=== What you will do ===
Which lines run from the line with "M81 818 99 858 78 866 61 826Z" through the line with "M335 529a15 15" in the entries below? Print them exactly, both ends included, and nothing more.

[Source data]
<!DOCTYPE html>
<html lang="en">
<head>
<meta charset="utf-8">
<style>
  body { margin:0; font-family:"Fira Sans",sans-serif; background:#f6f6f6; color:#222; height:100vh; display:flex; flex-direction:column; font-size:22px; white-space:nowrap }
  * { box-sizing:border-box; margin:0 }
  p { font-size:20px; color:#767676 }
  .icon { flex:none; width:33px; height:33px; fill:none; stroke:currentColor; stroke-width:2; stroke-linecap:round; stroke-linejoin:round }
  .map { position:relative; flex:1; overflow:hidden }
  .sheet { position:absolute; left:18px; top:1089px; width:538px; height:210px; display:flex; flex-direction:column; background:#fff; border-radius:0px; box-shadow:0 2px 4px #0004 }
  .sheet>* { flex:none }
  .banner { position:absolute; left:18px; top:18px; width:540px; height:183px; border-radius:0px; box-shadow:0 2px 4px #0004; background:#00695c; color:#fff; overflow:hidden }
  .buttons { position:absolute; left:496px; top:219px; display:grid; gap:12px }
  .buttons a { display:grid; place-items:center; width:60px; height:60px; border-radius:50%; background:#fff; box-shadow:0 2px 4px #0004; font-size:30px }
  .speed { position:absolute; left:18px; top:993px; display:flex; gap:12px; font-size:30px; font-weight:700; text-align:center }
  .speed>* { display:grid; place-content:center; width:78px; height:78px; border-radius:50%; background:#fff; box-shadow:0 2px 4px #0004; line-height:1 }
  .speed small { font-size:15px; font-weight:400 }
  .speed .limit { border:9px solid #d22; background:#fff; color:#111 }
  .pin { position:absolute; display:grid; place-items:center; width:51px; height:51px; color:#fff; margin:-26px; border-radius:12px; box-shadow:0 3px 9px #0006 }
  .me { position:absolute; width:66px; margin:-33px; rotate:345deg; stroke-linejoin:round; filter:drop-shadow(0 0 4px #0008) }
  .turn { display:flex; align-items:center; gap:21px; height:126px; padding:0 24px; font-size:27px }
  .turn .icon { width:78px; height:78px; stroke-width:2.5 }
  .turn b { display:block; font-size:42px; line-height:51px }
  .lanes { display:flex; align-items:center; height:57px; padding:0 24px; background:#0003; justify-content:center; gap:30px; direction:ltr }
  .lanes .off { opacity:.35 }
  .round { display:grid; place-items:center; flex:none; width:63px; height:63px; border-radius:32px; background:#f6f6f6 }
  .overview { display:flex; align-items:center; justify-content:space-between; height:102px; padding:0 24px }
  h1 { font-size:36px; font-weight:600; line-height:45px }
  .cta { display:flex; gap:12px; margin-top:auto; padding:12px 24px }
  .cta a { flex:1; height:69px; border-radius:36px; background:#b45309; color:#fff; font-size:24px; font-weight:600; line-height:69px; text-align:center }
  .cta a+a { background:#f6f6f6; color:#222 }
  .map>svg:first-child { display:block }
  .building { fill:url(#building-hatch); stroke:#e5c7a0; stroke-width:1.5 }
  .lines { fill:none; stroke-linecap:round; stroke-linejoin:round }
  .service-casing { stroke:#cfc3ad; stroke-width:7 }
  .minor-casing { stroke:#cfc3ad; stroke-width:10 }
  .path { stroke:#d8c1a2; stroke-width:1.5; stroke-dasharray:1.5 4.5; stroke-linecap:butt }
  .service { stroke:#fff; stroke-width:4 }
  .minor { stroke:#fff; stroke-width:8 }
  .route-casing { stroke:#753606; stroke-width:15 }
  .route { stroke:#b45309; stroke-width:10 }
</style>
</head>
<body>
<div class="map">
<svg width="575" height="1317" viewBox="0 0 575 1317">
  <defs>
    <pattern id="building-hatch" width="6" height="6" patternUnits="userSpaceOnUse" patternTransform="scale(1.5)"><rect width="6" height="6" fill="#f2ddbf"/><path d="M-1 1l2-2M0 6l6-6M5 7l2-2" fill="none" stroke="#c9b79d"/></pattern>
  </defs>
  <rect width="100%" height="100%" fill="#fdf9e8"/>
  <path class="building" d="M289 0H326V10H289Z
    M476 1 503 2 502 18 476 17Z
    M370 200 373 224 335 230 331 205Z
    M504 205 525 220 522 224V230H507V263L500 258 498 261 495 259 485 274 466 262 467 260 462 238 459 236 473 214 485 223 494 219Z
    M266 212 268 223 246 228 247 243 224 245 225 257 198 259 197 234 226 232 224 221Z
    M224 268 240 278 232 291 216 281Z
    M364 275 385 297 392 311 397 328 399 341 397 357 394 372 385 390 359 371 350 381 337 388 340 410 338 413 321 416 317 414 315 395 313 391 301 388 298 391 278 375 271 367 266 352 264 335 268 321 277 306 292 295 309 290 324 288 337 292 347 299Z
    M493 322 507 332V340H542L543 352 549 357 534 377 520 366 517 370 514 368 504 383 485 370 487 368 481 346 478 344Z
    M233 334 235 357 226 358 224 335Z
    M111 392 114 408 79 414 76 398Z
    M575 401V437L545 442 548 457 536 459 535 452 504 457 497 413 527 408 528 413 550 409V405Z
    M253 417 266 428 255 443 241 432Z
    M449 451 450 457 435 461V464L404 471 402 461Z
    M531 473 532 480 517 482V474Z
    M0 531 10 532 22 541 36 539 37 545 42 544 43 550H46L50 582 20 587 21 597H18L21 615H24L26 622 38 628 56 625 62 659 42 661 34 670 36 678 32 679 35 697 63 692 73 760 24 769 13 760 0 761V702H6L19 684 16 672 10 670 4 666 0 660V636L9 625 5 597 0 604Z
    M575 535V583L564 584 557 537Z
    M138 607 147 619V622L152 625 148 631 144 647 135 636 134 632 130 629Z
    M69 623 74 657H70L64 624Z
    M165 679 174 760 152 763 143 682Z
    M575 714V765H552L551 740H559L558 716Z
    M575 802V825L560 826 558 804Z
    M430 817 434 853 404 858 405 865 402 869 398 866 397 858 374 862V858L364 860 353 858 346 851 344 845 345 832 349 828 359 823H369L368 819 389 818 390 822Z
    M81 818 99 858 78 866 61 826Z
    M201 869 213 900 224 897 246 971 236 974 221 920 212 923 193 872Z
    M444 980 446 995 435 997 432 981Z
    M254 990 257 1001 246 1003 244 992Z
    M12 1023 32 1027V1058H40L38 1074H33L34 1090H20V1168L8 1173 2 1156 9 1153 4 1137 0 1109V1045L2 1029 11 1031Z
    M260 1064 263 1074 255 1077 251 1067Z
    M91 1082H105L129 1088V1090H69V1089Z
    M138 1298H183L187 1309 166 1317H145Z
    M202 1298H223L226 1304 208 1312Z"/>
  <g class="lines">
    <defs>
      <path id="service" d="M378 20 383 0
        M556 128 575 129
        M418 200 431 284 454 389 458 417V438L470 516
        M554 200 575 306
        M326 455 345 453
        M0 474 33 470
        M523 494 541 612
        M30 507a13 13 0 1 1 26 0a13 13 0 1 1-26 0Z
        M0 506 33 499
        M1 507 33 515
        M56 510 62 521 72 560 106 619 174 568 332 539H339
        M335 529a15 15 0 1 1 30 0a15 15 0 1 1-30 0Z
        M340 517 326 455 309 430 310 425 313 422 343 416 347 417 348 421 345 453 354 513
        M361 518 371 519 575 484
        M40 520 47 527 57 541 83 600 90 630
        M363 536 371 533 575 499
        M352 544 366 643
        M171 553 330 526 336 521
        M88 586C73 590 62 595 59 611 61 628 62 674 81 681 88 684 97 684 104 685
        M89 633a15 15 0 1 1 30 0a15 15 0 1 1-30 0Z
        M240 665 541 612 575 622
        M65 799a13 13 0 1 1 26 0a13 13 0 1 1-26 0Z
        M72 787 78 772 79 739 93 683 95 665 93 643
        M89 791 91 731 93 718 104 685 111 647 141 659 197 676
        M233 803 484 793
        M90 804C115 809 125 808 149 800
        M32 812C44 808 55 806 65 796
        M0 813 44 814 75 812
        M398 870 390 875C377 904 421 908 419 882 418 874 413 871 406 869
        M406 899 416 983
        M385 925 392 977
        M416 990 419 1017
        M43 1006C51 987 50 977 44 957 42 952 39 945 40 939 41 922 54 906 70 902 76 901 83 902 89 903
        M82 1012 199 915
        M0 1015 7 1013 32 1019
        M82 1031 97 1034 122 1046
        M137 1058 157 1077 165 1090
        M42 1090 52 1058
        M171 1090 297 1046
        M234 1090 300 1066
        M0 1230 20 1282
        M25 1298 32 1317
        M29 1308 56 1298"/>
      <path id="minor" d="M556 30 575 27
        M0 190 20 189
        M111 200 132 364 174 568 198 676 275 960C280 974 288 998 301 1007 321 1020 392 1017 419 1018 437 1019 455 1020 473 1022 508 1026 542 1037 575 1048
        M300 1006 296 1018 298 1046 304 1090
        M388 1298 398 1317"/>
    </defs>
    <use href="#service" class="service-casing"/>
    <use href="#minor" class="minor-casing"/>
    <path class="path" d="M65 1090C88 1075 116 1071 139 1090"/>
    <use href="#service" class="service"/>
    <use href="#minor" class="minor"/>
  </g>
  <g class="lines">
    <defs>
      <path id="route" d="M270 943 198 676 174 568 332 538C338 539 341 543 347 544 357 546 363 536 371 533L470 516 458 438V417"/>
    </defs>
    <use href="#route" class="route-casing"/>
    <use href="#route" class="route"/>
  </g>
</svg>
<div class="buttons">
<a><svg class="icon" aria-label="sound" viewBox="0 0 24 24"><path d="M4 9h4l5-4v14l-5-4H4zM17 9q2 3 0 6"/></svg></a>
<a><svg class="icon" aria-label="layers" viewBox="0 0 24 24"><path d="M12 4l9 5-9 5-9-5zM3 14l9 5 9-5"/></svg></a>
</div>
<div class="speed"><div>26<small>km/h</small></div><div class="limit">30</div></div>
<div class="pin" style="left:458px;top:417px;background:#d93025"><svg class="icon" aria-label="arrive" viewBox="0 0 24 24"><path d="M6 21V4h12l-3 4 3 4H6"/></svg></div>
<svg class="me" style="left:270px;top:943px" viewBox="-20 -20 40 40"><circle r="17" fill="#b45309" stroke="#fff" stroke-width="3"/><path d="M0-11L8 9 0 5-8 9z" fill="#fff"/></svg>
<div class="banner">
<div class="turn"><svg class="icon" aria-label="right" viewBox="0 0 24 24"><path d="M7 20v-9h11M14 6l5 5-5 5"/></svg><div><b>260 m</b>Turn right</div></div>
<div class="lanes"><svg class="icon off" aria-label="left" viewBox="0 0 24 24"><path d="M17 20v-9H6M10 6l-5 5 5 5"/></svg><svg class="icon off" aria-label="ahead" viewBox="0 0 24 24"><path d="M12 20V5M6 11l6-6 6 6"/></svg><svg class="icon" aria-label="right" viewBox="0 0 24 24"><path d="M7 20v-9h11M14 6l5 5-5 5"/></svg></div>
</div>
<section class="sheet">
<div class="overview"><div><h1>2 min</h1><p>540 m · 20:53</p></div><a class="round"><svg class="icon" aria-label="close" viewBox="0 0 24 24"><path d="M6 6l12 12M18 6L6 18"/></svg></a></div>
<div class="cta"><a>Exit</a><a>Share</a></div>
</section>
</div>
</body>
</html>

=== Result ===
    M81 818 99 858 78 866 61 826Z
    M201 869 213 900 224 897 246 971 236 974 221 920 212 923 193 872Z
    M444 980 446 995 435 997 432 981Z
    M254 990 257 1001 246 1003 244 992Z
    M12 1023 32 1027V1058H40L38 1074H33L34 1090H20V1168L8 1173 2 1156 9 1153 4 1137 0 1109V1045L2 1029 11 1031Z
    M260 1064 263 1074 255 1077 251 1067Z
    M91 1082H105L129 1088V1090H69V1089Z
    M138 1298H183L187 1309 166 1317H145Z
    M202 1298H223L226 1304 208 1312Z"/>
  <g class="lines">
    <defs>
      <path id="service" d="M378 20 383 0
        M556 128 575 129
        M418 200 431 284 454 389 458 417V438L470 516
        M554 200 575 306
        M326 455 345 453
        M0 474 33 470
        M523 494 541 612
        M30 507a13 13 0 1 1 26 0a13 13 0 1 1-26 0Z
        M0 506 33 499
        M1 507 33 515
        M56 510 62 521 72 560 106 619 174 568 332 539H339
        M335 529a15 15 0 1 1 30 0a15 15 0 1 1-30 0Z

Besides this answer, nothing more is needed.